## [YOUR OBJECTIVE]
Only a number is required: the count of lines in the material below that contain "they".
⟨
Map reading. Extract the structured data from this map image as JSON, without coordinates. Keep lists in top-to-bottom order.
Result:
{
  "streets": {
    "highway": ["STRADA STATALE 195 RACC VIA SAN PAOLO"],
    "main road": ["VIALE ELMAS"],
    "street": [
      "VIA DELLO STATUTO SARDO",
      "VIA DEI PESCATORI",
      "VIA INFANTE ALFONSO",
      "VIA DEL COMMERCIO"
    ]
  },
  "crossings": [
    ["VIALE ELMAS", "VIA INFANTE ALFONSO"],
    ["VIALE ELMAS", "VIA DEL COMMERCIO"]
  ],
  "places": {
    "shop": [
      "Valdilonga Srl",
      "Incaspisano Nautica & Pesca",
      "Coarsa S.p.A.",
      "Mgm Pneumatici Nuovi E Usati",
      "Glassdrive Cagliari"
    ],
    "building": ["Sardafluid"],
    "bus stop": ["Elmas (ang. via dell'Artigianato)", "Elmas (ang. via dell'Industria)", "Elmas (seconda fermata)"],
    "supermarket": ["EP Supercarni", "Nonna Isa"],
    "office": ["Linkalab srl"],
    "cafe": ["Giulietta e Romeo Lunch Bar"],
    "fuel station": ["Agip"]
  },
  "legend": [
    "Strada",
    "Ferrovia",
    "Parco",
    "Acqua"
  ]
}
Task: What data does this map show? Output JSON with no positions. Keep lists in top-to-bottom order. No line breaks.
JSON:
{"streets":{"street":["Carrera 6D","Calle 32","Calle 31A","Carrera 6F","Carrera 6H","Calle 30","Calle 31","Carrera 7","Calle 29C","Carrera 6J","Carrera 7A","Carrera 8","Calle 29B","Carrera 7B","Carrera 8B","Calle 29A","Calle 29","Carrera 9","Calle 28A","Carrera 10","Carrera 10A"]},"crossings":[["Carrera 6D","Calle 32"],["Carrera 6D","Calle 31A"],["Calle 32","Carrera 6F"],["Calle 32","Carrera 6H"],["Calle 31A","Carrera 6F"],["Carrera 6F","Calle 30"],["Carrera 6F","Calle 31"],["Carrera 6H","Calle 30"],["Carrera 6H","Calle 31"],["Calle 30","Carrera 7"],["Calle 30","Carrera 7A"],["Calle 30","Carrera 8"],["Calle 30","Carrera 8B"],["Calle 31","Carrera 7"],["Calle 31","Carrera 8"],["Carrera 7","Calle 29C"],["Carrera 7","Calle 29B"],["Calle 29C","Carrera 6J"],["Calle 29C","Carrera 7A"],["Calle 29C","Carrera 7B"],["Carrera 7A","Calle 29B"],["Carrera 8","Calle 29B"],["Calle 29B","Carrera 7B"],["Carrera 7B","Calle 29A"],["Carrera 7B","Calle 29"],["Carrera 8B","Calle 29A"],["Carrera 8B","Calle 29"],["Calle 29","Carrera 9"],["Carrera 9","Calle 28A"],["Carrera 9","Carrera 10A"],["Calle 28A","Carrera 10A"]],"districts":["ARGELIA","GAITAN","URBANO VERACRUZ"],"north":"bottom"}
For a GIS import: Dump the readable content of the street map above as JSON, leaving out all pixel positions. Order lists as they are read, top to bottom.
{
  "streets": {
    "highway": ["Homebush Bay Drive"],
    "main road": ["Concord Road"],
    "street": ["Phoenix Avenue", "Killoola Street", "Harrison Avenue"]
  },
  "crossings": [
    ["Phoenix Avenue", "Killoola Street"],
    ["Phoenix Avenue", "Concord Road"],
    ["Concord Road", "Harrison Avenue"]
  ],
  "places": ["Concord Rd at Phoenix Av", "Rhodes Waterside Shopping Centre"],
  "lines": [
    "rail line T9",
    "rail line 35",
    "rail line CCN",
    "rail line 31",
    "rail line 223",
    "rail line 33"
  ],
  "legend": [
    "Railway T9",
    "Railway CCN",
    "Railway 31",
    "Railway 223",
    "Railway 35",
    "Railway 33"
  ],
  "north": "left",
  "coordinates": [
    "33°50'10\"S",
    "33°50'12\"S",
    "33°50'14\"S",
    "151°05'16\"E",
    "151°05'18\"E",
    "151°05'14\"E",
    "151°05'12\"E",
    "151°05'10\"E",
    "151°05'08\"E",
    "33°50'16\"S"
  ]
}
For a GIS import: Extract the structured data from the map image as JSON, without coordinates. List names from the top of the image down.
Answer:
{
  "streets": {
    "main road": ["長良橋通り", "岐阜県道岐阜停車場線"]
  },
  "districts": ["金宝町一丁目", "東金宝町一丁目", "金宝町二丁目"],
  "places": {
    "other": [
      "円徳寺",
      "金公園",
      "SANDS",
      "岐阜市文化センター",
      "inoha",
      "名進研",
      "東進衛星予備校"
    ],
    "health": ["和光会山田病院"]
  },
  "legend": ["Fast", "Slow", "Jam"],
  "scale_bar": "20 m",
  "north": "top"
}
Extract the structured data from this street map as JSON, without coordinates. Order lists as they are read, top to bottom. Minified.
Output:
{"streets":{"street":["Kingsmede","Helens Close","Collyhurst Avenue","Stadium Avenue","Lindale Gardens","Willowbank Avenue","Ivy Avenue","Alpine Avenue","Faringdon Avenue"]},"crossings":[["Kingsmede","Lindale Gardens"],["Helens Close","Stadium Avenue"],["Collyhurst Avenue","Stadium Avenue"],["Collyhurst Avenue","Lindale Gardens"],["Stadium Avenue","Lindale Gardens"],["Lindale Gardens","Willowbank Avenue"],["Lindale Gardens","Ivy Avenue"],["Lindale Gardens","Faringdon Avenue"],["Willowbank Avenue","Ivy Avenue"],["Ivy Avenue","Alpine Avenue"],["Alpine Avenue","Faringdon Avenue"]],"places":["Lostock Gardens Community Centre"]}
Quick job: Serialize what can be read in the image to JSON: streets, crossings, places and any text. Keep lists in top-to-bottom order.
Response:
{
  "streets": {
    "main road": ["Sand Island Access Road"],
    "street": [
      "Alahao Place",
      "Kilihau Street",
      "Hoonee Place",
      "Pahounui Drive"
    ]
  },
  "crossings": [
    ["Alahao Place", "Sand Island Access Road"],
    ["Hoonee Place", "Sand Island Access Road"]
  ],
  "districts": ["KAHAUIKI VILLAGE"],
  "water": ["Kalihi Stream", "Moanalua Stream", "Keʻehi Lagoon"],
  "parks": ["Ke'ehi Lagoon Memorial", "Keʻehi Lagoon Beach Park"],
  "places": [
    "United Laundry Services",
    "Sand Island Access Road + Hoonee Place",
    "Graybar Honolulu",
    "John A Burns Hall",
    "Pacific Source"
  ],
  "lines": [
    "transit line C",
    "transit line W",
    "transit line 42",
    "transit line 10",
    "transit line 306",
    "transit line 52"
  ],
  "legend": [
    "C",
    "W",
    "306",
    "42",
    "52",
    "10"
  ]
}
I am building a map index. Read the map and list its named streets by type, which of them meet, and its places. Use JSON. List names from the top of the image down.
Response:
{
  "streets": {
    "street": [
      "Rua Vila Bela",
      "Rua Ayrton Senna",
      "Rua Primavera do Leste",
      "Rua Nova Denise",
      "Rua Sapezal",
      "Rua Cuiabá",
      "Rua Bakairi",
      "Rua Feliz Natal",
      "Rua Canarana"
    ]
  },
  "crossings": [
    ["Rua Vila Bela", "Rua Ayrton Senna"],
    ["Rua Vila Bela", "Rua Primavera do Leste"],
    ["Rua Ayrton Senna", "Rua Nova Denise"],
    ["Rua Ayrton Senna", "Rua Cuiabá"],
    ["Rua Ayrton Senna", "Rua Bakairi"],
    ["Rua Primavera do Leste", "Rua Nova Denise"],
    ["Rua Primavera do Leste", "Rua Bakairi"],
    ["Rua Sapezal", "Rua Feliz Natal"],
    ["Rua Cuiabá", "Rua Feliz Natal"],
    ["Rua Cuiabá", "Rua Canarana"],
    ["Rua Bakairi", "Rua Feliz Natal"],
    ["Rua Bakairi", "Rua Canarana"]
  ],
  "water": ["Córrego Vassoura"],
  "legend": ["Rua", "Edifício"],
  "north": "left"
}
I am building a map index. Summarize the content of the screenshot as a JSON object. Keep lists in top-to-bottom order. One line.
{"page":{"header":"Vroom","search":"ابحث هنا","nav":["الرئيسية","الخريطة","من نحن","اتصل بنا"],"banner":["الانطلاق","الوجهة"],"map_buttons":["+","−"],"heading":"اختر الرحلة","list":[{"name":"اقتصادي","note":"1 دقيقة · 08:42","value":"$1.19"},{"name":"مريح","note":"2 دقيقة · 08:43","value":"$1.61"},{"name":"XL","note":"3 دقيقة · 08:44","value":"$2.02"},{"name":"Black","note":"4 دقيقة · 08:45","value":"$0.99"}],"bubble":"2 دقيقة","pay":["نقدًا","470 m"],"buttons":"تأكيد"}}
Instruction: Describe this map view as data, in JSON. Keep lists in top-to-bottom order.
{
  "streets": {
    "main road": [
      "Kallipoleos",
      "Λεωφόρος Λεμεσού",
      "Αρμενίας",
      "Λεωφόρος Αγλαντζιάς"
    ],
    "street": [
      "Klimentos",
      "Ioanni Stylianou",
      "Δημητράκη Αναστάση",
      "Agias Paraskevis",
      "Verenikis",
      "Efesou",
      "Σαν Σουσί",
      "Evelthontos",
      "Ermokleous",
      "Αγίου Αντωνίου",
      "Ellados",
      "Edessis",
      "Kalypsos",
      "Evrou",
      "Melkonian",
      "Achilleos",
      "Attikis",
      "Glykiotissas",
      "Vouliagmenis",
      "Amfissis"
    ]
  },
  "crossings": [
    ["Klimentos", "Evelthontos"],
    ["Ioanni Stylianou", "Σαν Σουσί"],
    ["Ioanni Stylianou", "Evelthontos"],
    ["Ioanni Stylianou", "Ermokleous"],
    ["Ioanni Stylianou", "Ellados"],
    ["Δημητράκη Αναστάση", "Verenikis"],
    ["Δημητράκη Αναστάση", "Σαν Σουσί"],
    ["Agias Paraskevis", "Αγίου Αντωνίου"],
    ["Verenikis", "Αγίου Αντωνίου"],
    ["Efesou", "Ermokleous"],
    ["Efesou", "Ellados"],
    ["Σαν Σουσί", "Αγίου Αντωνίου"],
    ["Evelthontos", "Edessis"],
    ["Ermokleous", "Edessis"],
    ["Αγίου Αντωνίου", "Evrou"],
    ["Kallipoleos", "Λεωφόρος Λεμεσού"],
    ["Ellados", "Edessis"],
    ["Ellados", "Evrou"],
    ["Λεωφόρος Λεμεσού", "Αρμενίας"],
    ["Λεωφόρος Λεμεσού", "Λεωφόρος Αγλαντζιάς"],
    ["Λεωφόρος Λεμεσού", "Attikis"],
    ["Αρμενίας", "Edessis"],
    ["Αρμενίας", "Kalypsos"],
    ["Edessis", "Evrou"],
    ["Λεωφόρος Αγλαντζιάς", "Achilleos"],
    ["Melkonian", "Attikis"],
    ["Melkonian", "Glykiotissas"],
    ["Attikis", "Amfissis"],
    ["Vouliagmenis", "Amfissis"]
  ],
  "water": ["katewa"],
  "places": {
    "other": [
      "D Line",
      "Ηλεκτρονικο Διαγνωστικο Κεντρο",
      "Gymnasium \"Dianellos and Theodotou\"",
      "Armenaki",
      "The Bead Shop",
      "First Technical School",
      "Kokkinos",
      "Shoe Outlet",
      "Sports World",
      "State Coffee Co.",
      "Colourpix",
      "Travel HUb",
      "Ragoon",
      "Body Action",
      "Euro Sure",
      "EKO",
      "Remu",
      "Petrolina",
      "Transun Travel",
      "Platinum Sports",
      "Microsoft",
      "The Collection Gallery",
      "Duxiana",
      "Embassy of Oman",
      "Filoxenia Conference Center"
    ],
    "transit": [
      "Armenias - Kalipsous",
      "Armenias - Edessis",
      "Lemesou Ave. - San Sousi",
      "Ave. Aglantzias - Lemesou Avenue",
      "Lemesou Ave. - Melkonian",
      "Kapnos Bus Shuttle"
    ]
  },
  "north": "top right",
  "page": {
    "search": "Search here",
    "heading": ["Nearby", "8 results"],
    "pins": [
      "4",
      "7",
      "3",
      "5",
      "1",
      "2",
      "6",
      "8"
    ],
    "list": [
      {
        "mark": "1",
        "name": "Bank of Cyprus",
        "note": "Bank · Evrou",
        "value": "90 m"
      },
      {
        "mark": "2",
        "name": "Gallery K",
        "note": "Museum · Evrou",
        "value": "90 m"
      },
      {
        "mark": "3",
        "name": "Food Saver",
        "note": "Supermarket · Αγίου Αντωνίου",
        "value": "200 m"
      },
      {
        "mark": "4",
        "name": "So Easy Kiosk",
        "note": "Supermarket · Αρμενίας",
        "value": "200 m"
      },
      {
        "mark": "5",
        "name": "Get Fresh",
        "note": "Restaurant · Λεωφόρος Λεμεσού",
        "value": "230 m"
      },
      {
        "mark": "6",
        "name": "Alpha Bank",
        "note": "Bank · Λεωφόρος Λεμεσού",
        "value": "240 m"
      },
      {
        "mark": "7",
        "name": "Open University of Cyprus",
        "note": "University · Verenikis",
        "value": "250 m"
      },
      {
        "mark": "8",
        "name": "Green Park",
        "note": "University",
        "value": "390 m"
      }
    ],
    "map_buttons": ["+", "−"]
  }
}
⟩
## [SOLUTION TO THE EXERCISE]
2